Task details
Could you copy the data that follows exactly as written, but drop the pictures?

Dataset records
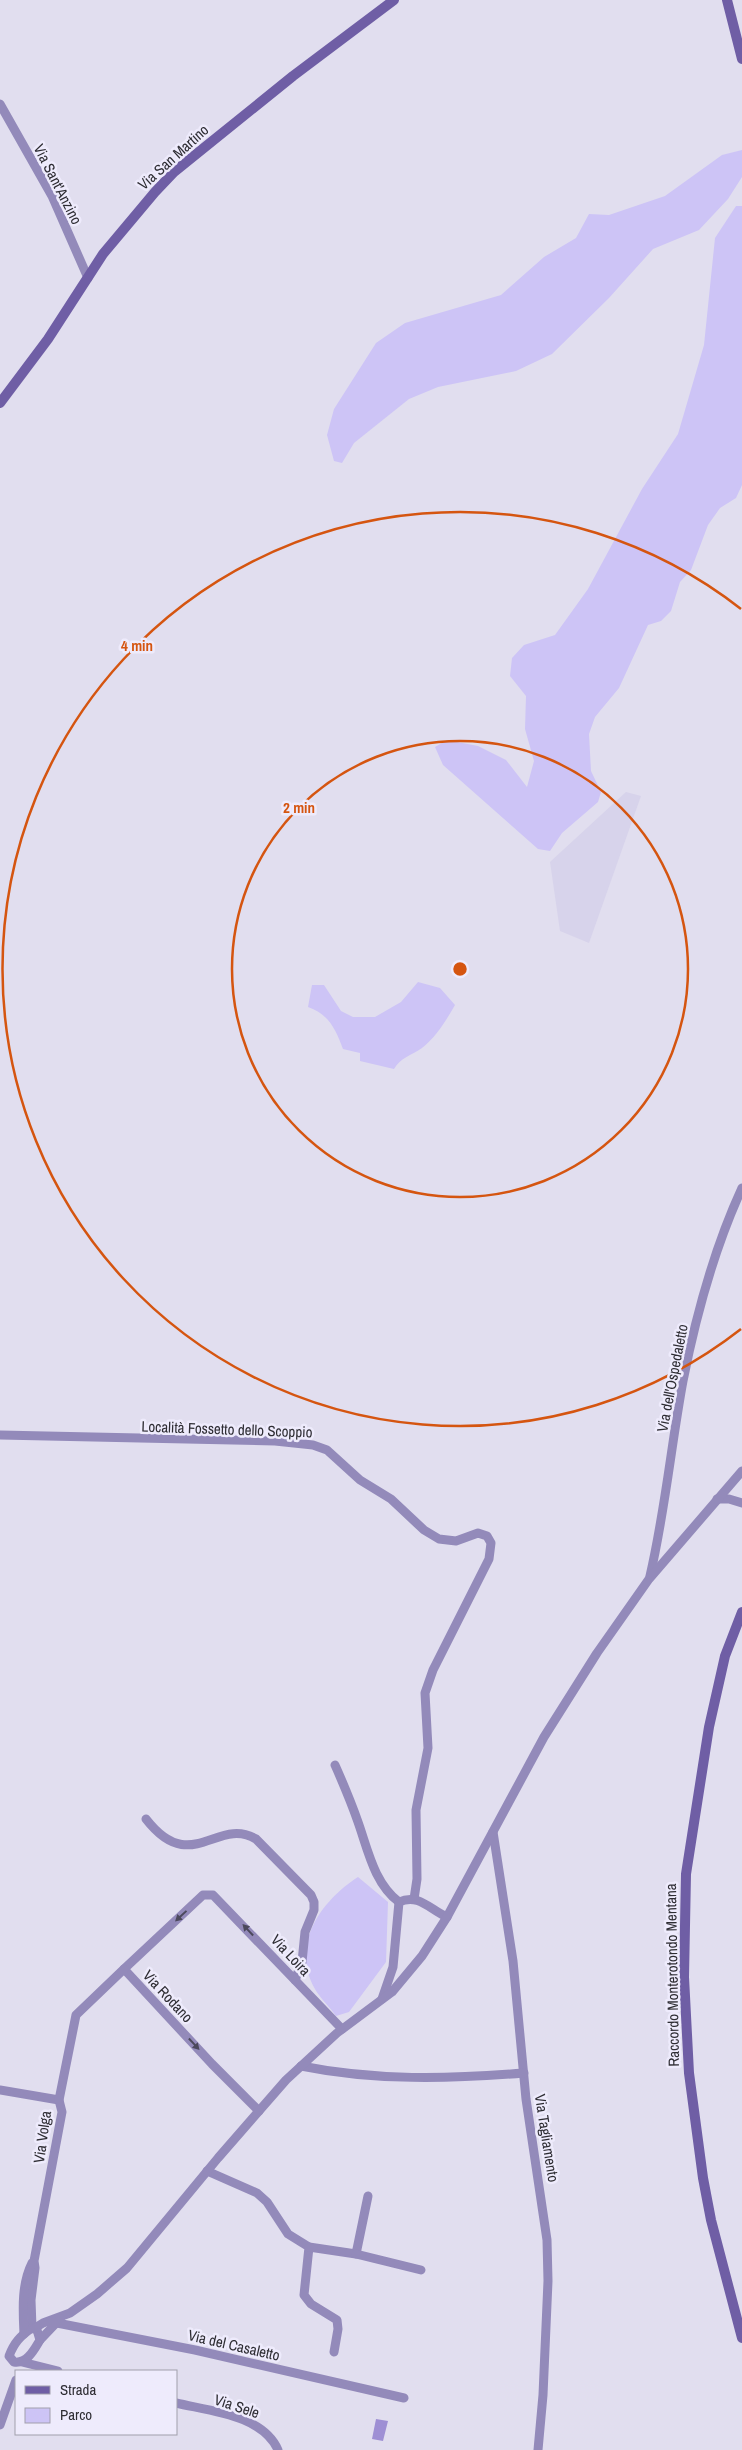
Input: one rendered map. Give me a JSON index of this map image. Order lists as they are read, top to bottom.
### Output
{
  "streets": {
    "main road": ["Via San Martino", "Raccordo Monterotondo Mentana"],
    "street": [
      "Via Sant'Anzino",
      "Via dell'Ospedaletto",
      "Località Fossetto dello Scoppio",
      "Via Loira",
      "Via Rodano",
      "Via Volga",
      "Via Tagliamento",
      "Via del Casaletto",
      "Via Sele"
    ]
  },
  "crossings": [
    ["Via San Martino", "Via Sant'Anzino"],
    ["Via Loira", "Via Rodano"],
    ["Via Rodano", "Via Volga"],
    ["Via Volga", "Via del Casaletto"]
  ],
  "one_way": ["Via Loira"],
  "legend": ["Strada", "Parco"],
  "rings": ["4 min", "2 min"]
}
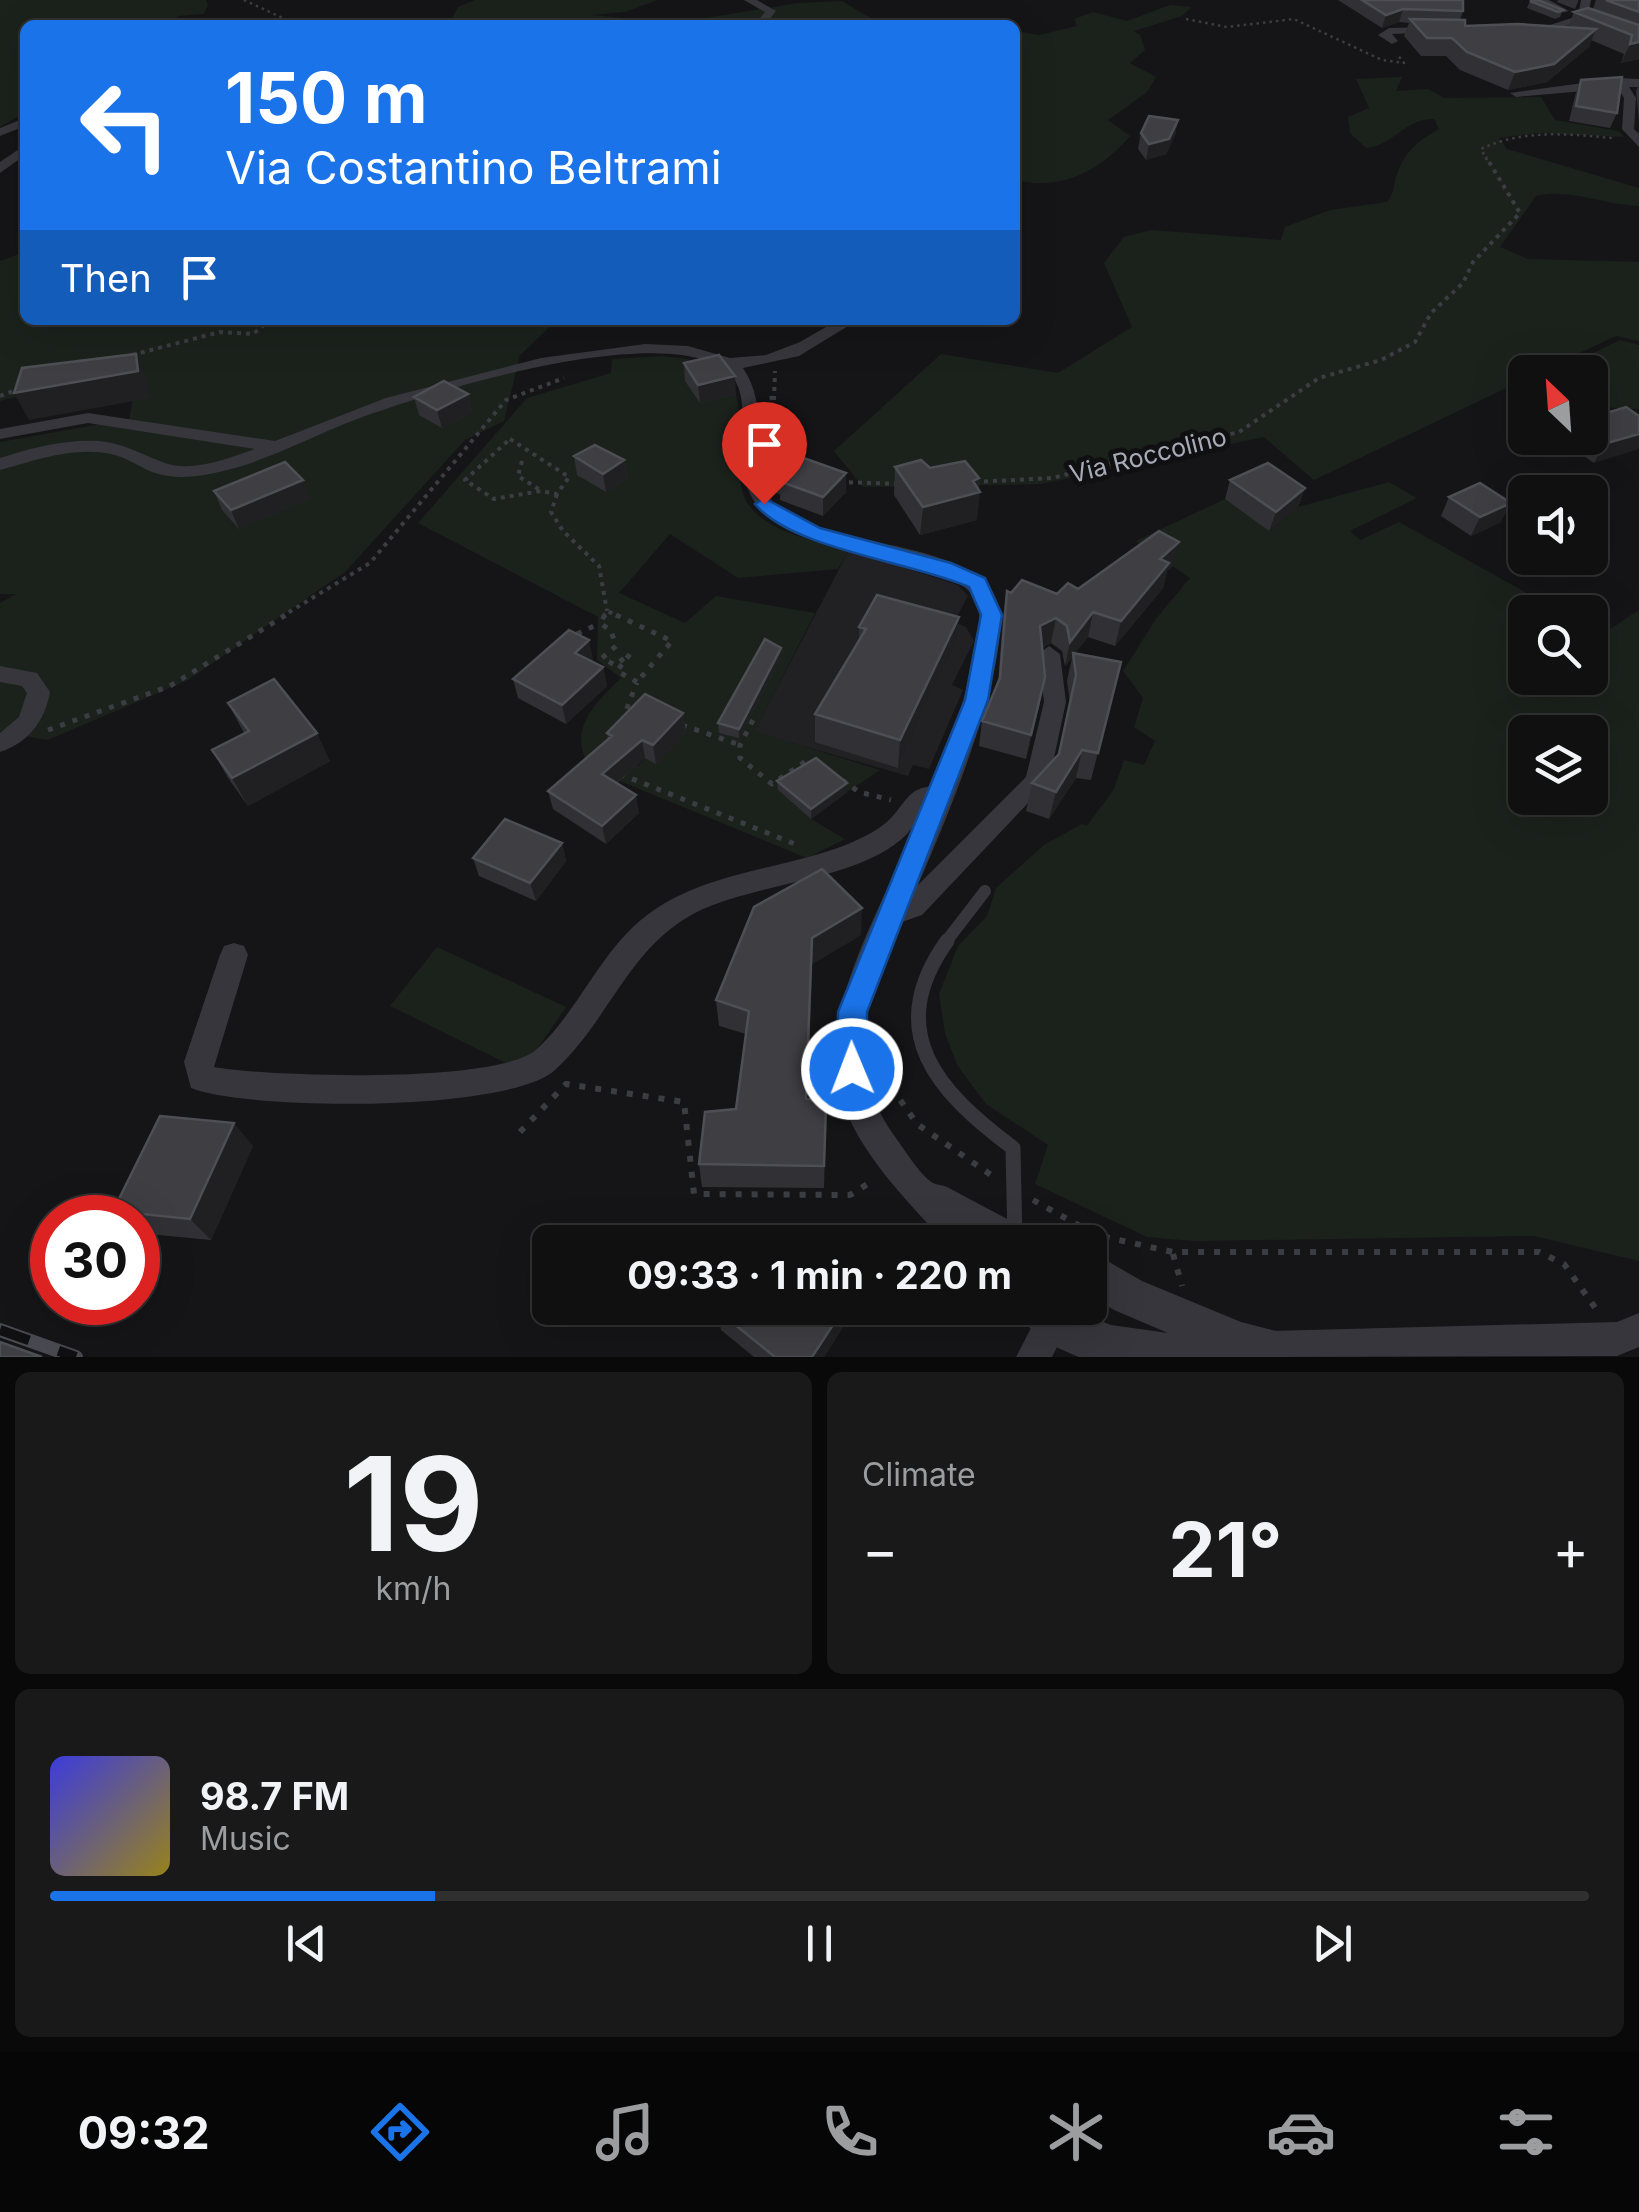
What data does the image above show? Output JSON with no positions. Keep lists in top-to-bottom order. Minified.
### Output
{"streets":{"path":["Via Roccolino"]},"north":"top left","page":{"turn":["150 m","Via Costantino Beltrami"],"then":"Then","limit":"30","trip":"09:33 · 1 min · 220 m","tile":[["19","km/h"],"Climate"],"heat":["−","21°","+"],"song":["98.7 FM","Music"],"tabs":"09:32"}}
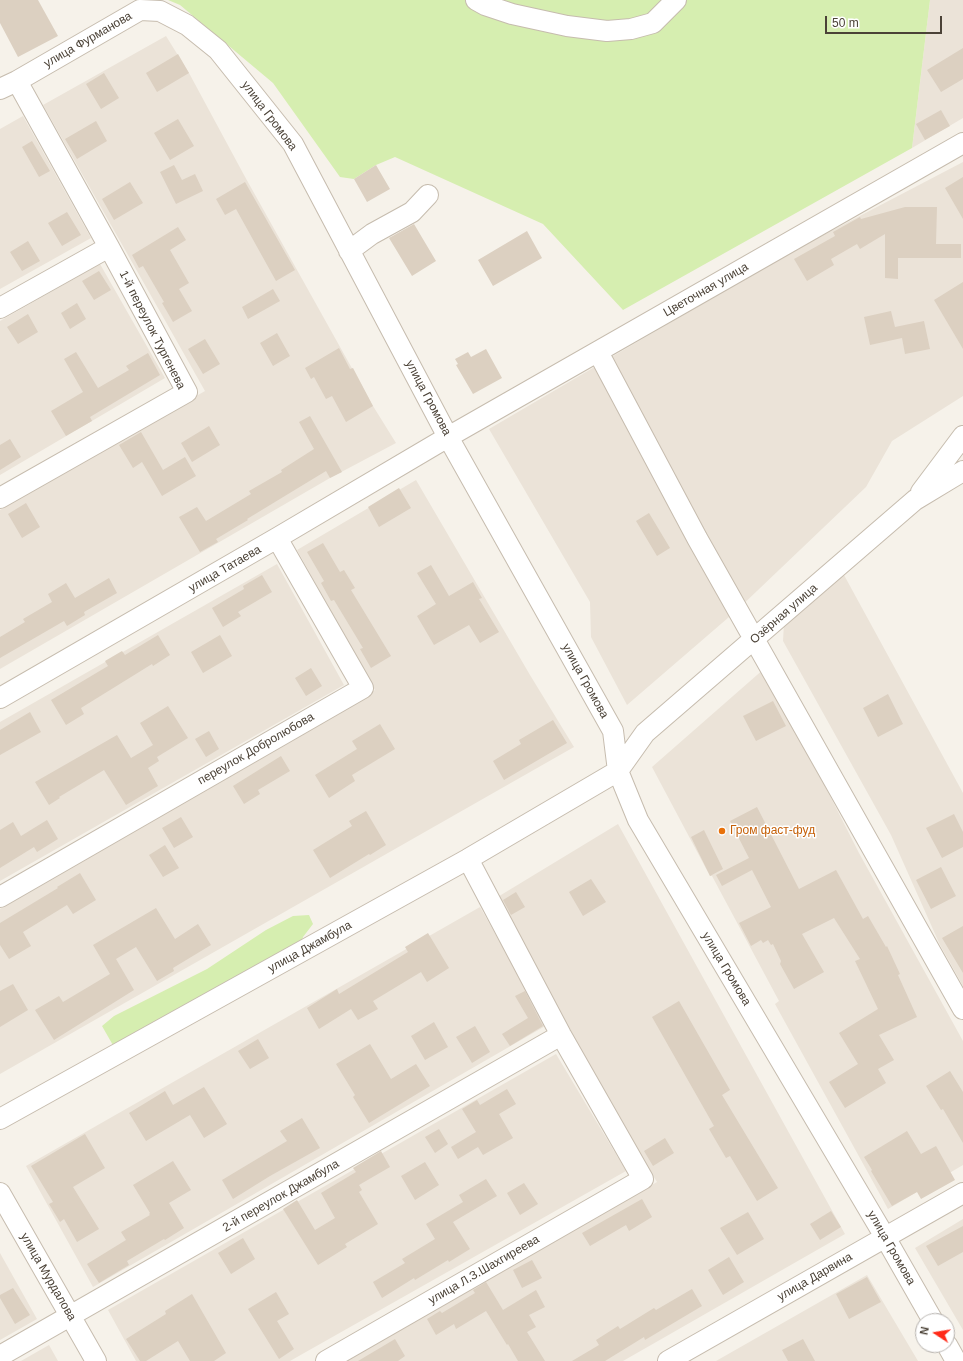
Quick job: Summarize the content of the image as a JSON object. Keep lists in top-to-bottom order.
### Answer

Task output
Input: one rendered map. Give me a JSON index of this map image. Order lists as they are read, top to bottom.
### Output
{
  "streets": {
    "main road": ["Via San Martino", "Raccordo Monterotondo Mentana"],
    "street": [
      "Via Sant'Anzino",
      "Via dell'Ospedaletto",
      "Località Fossetto dello Scoppio",
      "Via Loira",
      "Via Rodano",
      "Via Volga",
      "Via Tagliamento",
      "Via del Casaletto",
      "Via Sele"
    ]
  },
  "crossings": [
    ["Via San Martino", "Via Sant'Anzino"],
    ["Via Loira", "Via Rodano"],
    ["Via Rodano", "Via Volga"],
    ["Via Volga", "Via del Casaletto"]
  ],
  "one_way": ["Via Loira"],
  "legend": ["Strada", "Parco"],
  "rings": ["4 min", "2 min"]
}
What data does the image above show? Output JSON with no positions. Keep lists in top-to-bottom order. Minified.
### Output
{"streets":{"path":["Via Roccolino"]},"north":"top left","page":{"turn":["150 m","Via Costantino Beltrami"],"then":"Then","limit":"30","trip":"09:33 · 1 min · 220 m","tile":[["19","km/h"],"Climate"],"heat":["−","21°","+"],"song":["98.7 FM","Music"],"tabs":"09:32"}}
Quick job: Summarize the content of the image as a JSON object. Keep lists in top-to-bottom order.
### Answer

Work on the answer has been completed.